Data extracted from a collection
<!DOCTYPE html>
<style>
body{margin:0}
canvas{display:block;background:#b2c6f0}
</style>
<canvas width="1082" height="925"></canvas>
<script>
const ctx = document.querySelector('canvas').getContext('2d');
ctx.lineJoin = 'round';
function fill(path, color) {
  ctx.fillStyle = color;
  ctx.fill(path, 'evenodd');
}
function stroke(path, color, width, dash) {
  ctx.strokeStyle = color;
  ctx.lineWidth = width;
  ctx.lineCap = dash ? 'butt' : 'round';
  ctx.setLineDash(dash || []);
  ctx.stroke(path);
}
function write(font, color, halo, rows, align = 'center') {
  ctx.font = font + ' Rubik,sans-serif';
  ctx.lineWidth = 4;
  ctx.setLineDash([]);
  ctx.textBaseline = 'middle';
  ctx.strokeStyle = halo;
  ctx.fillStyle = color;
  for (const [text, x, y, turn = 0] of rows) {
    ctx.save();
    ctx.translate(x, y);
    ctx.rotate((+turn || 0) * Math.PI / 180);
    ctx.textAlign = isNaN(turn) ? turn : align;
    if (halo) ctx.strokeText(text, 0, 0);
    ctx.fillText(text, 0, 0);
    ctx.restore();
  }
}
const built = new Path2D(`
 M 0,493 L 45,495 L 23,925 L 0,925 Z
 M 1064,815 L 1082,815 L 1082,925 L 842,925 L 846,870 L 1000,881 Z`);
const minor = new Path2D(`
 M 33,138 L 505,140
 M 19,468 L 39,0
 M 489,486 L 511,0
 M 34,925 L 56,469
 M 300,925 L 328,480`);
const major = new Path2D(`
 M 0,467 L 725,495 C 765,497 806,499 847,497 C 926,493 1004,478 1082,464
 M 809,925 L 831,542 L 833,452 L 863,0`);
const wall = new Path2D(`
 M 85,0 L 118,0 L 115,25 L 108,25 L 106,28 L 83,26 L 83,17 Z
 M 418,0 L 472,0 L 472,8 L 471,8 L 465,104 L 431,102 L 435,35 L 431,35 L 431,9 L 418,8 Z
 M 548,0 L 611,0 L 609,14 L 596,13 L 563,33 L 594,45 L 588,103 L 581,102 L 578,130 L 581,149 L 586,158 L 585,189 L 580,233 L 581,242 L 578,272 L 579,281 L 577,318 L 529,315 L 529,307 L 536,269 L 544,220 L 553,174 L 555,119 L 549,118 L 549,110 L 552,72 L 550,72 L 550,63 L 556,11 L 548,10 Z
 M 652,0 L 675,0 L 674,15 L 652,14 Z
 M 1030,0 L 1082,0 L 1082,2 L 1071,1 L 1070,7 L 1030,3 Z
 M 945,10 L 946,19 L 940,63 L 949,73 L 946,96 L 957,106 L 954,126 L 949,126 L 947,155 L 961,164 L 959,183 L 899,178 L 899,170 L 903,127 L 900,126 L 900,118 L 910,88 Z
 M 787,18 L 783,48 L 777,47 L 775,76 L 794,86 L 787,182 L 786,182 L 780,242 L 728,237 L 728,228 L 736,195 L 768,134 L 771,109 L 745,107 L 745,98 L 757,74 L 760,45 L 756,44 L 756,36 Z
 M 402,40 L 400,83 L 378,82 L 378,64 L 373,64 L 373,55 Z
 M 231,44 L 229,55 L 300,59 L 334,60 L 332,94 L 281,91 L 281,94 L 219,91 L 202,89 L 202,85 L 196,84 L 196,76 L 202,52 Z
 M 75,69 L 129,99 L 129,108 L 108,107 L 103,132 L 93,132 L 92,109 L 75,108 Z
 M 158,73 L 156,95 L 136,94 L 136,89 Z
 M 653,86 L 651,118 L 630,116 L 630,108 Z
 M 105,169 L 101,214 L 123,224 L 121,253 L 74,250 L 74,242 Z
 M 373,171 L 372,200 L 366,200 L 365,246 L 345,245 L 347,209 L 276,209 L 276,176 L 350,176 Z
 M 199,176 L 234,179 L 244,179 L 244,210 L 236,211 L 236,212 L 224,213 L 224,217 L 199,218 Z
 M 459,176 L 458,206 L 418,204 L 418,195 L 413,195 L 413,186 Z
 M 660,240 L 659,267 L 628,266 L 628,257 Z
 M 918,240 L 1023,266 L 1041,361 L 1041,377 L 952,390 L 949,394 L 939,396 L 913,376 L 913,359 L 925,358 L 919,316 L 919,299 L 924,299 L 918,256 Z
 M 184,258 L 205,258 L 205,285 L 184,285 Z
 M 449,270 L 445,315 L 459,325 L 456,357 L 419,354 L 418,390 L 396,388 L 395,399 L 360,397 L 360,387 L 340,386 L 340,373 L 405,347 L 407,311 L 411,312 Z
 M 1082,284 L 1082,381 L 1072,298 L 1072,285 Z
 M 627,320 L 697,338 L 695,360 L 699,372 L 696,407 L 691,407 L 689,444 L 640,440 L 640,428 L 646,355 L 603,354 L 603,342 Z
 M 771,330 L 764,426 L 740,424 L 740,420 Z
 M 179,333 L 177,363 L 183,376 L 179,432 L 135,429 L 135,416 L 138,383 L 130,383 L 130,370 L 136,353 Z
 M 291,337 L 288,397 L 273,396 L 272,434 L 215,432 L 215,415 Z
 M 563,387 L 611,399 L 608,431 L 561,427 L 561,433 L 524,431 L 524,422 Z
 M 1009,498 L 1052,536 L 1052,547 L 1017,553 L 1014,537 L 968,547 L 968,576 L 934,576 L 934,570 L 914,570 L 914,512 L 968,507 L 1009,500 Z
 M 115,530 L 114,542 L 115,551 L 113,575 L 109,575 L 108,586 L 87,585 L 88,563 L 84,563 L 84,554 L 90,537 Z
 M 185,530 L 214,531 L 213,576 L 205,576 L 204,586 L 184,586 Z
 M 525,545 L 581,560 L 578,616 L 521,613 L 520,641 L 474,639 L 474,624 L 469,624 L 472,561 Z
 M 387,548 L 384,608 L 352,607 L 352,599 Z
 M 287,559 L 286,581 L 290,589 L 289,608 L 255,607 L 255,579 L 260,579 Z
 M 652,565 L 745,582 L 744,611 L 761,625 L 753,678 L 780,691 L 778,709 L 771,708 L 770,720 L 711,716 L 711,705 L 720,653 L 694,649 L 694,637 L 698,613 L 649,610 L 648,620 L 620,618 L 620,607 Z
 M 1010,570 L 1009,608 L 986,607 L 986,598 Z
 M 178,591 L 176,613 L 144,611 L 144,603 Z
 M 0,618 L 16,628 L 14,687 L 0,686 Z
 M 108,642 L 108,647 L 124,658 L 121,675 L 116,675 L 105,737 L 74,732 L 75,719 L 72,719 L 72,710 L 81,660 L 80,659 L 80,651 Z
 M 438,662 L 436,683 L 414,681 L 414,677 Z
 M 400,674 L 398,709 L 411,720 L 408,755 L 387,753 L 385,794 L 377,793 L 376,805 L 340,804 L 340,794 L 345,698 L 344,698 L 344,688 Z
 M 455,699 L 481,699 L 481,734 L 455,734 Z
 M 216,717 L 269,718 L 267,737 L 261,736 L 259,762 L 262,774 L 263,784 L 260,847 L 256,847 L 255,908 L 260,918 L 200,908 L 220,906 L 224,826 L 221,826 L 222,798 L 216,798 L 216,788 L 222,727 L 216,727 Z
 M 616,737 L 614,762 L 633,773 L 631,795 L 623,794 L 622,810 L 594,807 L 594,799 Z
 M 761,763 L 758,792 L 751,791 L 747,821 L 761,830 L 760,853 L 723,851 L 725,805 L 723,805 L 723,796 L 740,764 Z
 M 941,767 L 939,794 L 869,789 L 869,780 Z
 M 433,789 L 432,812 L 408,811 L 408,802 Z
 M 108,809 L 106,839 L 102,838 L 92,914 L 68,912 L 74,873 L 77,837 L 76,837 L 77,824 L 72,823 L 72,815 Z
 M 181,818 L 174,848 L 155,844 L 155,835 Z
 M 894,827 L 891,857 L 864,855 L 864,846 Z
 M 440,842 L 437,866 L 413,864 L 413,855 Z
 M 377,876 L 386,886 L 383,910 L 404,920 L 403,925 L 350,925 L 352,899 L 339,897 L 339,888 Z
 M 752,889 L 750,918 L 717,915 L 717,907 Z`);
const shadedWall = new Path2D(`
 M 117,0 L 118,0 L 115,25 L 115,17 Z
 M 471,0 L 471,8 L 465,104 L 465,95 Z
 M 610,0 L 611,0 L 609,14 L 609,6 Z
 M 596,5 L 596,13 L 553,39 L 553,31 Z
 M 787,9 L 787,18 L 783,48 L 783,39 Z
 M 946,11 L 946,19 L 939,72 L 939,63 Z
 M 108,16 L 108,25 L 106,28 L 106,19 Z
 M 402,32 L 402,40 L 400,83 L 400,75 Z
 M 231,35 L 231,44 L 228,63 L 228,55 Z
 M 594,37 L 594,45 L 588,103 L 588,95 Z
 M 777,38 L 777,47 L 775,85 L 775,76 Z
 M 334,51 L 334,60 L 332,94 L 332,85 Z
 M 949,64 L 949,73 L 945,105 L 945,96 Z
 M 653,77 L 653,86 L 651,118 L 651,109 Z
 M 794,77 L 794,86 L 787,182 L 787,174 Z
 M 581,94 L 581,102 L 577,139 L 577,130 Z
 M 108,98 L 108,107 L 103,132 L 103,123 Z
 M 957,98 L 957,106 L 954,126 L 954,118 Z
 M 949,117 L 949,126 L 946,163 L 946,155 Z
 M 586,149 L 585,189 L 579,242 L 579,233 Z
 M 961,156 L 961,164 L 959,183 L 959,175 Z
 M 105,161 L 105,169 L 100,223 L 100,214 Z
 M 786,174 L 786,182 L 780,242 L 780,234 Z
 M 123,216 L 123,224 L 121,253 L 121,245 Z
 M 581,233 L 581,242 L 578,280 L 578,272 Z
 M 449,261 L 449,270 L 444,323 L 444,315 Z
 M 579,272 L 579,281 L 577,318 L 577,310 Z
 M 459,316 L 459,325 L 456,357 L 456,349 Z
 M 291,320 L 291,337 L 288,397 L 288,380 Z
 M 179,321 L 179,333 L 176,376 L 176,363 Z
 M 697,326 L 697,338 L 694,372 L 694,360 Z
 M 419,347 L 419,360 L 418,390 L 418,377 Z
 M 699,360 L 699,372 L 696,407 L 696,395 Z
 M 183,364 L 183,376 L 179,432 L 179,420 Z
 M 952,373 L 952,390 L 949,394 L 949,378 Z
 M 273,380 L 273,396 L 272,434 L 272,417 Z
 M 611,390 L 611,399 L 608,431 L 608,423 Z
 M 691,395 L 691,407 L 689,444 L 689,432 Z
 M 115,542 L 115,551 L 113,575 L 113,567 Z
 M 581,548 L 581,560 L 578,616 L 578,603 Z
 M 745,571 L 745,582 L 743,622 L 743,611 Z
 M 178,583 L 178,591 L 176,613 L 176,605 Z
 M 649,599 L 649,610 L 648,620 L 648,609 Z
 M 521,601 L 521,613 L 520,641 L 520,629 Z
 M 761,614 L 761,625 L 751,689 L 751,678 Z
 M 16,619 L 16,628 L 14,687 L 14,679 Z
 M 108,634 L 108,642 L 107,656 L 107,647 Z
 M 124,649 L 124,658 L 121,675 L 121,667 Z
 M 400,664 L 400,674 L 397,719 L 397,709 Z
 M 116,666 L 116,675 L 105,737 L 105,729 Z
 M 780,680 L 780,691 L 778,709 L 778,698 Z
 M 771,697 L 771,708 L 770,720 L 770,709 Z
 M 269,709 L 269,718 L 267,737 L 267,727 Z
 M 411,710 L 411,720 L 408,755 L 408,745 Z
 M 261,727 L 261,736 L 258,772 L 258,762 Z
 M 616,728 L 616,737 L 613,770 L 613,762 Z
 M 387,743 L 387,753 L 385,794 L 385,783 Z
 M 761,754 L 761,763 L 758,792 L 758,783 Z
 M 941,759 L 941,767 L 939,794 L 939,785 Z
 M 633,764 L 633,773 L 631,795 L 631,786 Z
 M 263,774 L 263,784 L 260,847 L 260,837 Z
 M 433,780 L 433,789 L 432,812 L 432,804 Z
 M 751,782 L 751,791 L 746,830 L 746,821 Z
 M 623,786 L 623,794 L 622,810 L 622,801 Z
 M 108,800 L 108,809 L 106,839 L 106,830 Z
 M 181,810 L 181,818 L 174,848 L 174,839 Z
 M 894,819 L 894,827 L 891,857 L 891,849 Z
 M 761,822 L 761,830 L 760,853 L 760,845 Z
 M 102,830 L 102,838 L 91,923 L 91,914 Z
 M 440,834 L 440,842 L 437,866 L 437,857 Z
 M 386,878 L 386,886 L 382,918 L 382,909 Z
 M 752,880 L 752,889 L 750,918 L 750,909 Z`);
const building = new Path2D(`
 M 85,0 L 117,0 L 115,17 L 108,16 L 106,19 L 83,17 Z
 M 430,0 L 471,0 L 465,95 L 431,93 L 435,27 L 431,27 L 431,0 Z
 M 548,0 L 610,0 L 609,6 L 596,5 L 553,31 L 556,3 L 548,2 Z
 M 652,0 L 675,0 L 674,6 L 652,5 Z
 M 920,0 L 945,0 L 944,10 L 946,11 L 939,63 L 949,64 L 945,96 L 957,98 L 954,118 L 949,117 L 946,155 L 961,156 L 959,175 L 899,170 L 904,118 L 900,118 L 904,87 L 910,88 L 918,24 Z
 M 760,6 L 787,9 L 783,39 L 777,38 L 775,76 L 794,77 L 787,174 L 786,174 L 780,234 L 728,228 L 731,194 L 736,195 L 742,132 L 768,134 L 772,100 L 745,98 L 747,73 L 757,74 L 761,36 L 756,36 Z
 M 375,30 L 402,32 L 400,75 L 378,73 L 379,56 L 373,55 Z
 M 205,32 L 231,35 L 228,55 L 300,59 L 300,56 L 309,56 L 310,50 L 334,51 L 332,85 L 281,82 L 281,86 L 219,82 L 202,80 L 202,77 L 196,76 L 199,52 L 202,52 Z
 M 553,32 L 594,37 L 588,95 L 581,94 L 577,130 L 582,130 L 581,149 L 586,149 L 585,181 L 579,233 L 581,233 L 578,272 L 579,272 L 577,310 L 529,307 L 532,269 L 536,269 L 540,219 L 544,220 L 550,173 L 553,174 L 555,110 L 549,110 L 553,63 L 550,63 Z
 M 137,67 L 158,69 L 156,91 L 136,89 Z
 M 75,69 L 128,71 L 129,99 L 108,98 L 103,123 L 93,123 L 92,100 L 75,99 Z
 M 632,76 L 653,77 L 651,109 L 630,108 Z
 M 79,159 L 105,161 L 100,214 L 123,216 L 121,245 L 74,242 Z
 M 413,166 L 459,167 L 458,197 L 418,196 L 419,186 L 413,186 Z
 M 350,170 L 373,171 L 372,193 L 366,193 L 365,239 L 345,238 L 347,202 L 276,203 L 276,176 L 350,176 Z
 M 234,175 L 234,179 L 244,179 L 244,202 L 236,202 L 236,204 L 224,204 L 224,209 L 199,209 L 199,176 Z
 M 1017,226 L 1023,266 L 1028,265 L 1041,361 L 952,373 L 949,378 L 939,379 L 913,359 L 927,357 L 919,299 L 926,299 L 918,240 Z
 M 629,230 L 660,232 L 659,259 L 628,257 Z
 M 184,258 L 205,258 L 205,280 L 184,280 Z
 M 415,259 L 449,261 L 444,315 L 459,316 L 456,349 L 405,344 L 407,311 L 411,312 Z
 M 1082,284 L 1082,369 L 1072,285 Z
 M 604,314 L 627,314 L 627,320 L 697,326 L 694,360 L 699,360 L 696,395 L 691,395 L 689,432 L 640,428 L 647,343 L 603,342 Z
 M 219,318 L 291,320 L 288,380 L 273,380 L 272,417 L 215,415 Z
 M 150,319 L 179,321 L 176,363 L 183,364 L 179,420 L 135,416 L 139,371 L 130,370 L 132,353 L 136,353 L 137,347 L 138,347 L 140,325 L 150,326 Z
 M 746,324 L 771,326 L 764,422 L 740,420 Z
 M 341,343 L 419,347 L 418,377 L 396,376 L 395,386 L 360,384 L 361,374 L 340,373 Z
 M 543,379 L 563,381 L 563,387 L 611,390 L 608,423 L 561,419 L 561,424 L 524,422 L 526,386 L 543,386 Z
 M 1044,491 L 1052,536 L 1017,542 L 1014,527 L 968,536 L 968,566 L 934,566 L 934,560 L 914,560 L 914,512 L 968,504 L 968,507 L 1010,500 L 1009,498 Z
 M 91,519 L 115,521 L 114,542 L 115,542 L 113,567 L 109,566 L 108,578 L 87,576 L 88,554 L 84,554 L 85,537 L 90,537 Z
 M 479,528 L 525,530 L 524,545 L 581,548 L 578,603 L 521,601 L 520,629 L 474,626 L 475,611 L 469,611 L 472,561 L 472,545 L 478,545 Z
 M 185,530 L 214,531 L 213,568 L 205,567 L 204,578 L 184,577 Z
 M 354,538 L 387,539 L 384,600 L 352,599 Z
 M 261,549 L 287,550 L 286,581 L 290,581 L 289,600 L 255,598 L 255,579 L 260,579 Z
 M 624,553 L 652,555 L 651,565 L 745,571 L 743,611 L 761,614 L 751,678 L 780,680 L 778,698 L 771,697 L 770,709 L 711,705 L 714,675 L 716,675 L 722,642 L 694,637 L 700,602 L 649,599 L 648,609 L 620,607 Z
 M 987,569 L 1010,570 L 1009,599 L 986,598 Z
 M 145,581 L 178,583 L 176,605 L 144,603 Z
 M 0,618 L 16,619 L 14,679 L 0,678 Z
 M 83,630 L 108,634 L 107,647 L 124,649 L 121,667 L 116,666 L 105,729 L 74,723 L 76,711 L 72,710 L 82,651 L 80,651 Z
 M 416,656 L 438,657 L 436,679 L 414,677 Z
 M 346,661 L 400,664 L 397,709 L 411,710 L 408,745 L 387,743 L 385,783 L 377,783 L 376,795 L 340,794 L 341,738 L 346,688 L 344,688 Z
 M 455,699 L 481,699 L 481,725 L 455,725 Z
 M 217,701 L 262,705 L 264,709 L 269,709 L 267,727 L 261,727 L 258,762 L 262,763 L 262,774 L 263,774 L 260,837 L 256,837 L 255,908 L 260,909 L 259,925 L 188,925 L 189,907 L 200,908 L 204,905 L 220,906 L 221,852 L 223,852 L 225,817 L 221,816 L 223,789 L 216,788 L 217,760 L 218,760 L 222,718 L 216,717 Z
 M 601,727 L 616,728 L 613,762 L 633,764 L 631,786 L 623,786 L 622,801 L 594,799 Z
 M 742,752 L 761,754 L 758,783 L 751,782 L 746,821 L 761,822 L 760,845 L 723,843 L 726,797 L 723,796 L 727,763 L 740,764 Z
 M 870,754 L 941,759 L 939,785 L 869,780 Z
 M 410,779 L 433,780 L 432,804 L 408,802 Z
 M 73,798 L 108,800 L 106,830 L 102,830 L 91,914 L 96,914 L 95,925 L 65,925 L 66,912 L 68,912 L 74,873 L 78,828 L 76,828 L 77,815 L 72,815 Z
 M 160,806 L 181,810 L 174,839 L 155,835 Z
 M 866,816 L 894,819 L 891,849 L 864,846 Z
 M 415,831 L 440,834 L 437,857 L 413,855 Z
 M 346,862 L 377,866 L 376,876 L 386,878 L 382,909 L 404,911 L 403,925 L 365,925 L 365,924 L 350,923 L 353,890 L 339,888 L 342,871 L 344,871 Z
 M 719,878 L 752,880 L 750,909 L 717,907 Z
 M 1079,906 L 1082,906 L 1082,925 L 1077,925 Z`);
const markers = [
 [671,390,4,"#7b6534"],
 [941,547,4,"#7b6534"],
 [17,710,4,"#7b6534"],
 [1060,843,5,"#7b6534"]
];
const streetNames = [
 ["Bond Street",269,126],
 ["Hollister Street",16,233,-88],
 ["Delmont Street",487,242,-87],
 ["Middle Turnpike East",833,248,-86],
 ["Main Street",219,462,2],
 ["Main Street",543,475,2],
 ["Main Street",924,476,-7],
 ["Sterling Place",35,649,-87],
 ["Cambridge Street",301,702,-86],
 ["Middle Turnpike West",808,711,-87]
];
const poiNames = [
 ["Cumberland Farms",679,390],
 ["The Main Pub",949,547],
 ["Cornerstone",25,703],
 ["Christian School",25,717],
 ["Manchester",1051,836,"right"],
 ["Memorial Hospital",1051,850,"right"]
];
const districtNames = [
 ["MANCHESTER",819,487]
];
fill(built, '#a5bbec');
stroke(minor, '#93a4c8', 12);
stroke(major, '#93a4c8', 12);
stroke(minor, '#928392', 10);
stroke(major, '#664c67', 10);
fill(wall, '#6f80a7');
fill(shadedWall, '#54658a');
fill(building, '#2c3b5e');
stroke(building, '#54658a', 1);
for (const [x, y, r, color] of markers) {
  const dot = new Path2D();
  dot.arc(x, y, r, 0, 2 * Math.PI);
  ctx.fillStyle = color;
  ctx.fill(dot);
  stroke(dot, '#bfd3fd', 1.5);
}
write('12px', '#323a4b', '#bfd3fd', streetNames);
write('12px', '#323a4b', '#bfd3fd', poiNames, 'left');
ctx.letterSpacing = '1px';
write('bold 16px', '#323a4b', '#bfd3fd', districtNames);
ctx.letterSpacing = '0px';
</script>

**DESCRIPTION OF THE TASK**
A line qualifies when it holds the word "font"; report all qualifying lines from the records above.

**OUTPUT FOR THIS EXERCISE**
function write(font, color, halo, rows, align = 'center') {
  ctx.font = font + ' Rubik,sans-serif';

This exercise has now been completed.